Friday, November 19, 2010

Creativity I

I'm a big fan of the New York Times Magazine.

Not enough to want to subscribe to a newspaper, though. I'm not a fan of newspapers. I have small kids so I never get around to reading everything; it always just ends up making a big pile of clutter that migrates around the house making me crazy; and then you have to recycle it, knowing as you do that some unspecified number of trees has died to bring you this information.

Three strikes. So no paper.

But I do like the New York Times Magazine. For several years my parents - who know we enjoy reading it and don't subscribe - would save all their copies of the magazine and send them to my husband and me a couple times a year. A much-appreciated deluge of sometimes out-of-date but otherwise excellent reading material.

Sometime after May of 2007, we received the magazine that contained this Freakonomics piece:

http://query.nytimes.com/gst/fullpage.html?res=9D07E6D9133EF935A35756C0A9619C8B63&scp=3&sq=freakonomics%20tomato%20knit&st=cse&pagewanted=2

(Sorry it's not a clickable link - I can't seem to make those work).

In the article, the two economists behind Freakonomics mull over the apparent conundrum of adults spending time and money to perform "menial labor" when they don't have to.

The menial labor in question: gardening and knitting.

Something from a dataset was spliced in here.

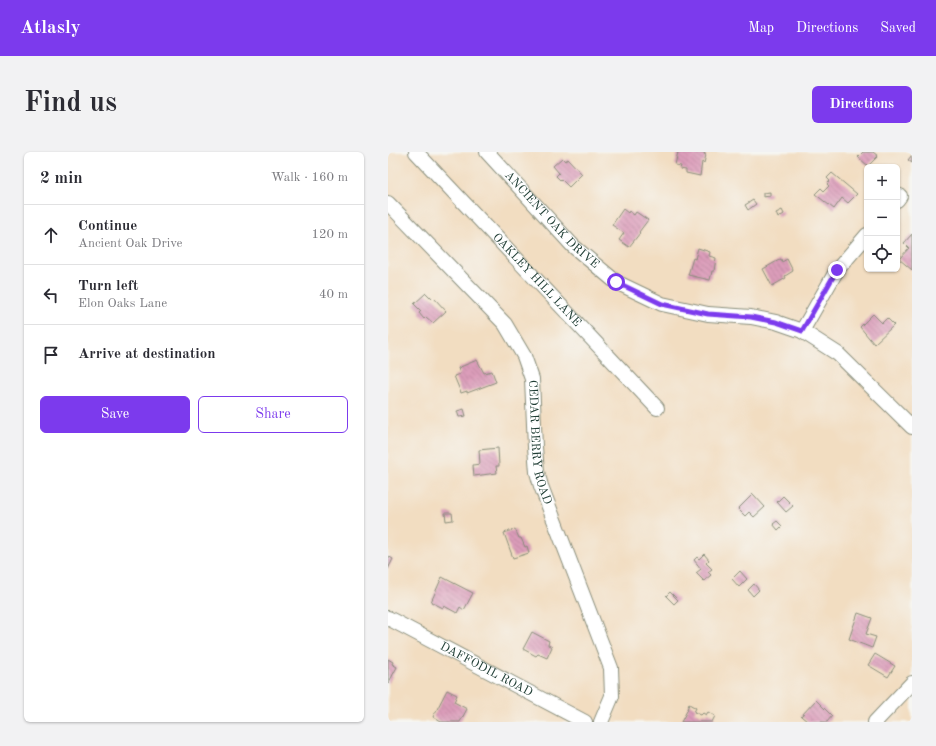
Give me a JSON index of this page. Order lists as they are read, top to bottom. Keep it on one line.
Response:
{"streets":{"street":["ANCIENT OAK DRIVE","OAKLEY HILL LANE","CEDAR BERRY ROAD","DAFFODIL ROAD"]},"page":{"header":"Atlasly","nav":["Map","Directions","Saved"],"buttons":["Directions",["Save","Share"]],"title":"Find us","heading":["2 min","Walk · 160 m"],"map_buttons":["+","−"],"list":[["Continue","Ancient Oak Drive","120 m"],["Turn left","Elon Oaks Lane","40 m"],"Arrive at destination"]}}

Tasks such as these aren't income-generating market work, they aren't housework (a.k.a. unpaid chores), and they aren't pure leisure, since they are work. How can the same activity to labor for one person and leisure for another?

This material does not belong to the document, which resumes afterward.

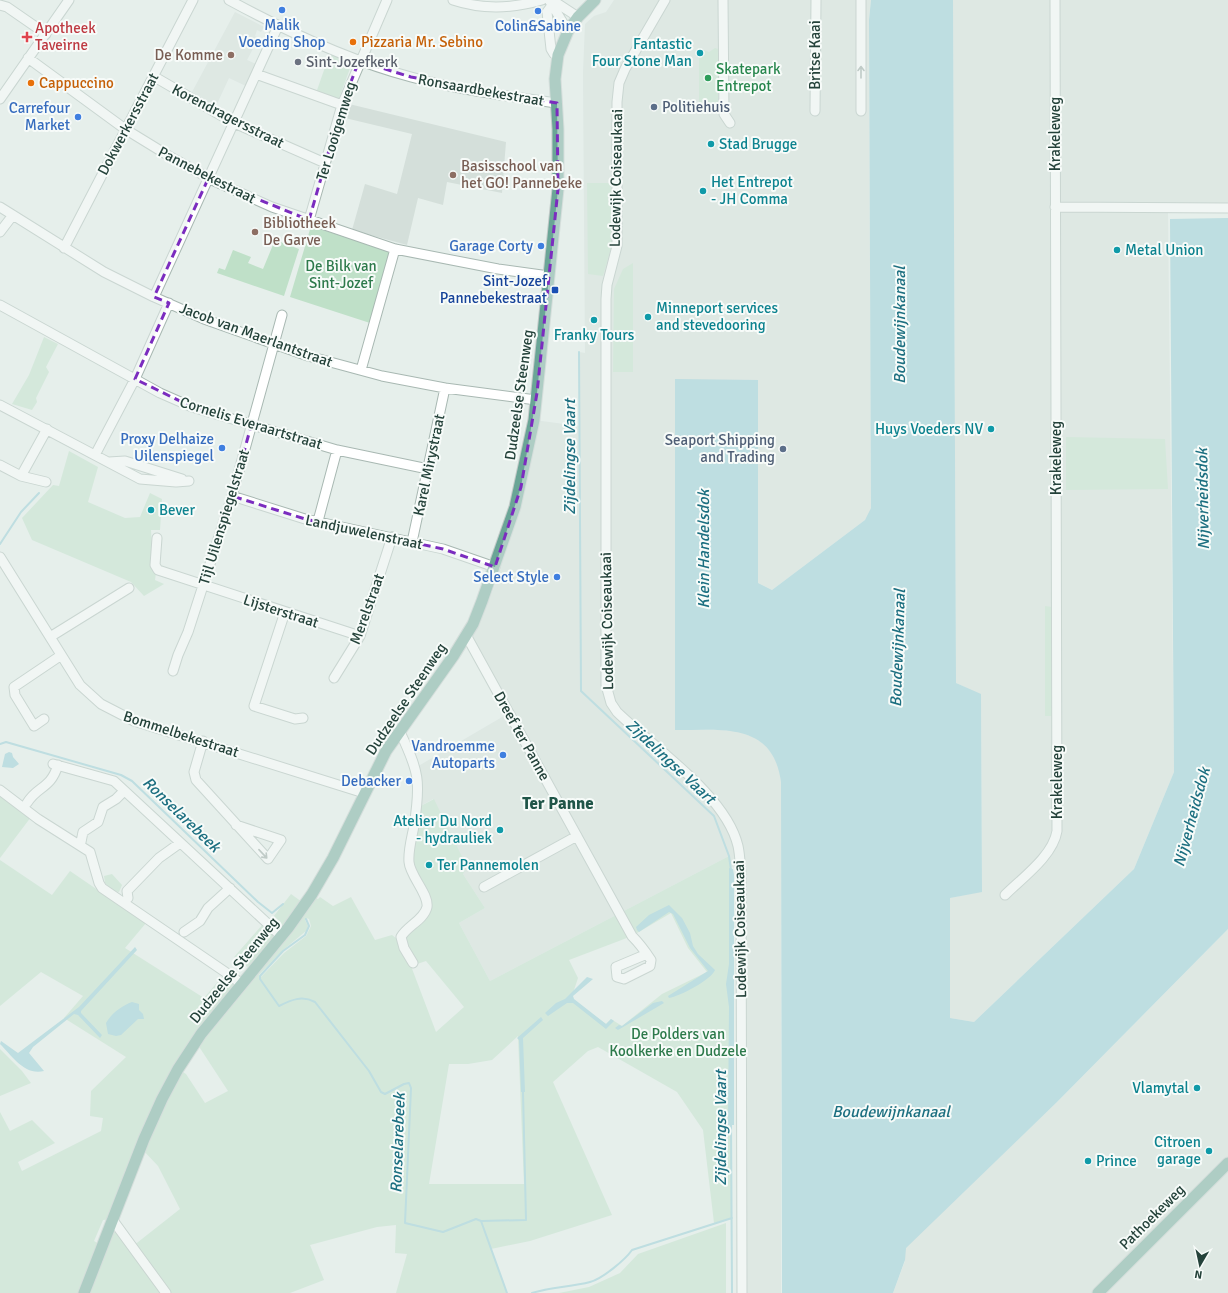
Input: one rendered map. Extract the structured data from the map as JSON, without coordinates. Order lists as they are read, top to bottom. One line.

In the end, the authors conclude that it is labor if someone else tells you to do it, leisure if you do it of your own volition, and that the desire to do such tasks are based in "incentives that go beyond the financial."

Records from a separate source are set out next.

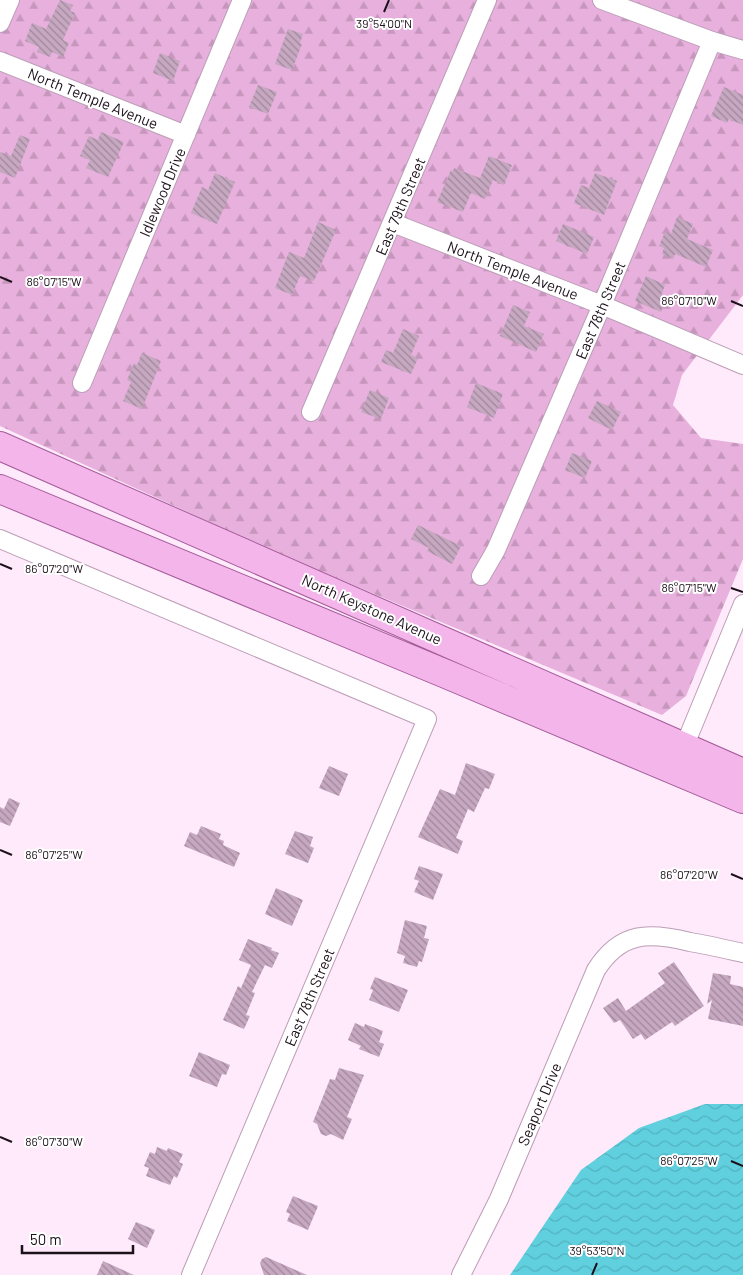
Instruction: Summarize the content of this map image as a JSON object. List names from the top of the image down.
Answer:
{
  "streets": {
    "main road": ["North Keystone Avenue"],
    "street": [
      "North Temple Avenue",
      "Idlewood Drive",
      "East 79th Street",
      "East 78th Street",
      "Seaport Drive"
    ]
  },
  "crossings": [
    ["North Temple Avenue", "Idlewood Drive"],
    ["North Temple Avenue", "East 79th Street"],
    ["North Temple Avenue", "East 78th Street"]
  ],
  "scale_bar": "50 m",
  "coordinates": [
    "39°54'00\"N",
    "86°07'15\"W",
    "86°07'10\"W",
    "86°07'20\"W",
    "86°07'25\"W",
    "86°07'30\"W",
    "39°53'50\"N"
  ]
}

When I first read this article, the thing that struck me wasn't their conclusion, which seems like a reasonable tool for splitting the labor from the leisure.

No, I got stuck way back on the fourth paragraph:
"Isn't it puzzling that so many middle-aged Americans are spending so much of their time and money performing menial labors when they don't have to? Just as the radio and phonograph proved to be powerful substitutes for the piano, the forces of technology and capitalism have greatly eased the burden of feeding and clothing ourselves. So what's with all the knitting, gardening and ''cooking for fun''? Why do some forms of menial labor survive as hobbies while others have been killed off? (For instance, we can't think of a single person who, since the invention of the washing machine, practices ''laundry for fun.'') "

It's the last, parenthetical, question that gave me pause. How is it, I wondered, that these brilliant guys were puzzling mightily over something so blatantly obvious?

No one does laundry for fun because (correct me if I'm wrong) laundry isn't a creative activity. Other examples:
Changing diapers;
Doing the dishes;
Making mac 'n cheese and hot dogs that the kids will turn down again;
Taking out the trash.

You do them, you do them again, and then you do them again, all with the knowledge that - once they are done - you'll probably have to do them again. There is no tangible outcome (other than a clean home... which is nice).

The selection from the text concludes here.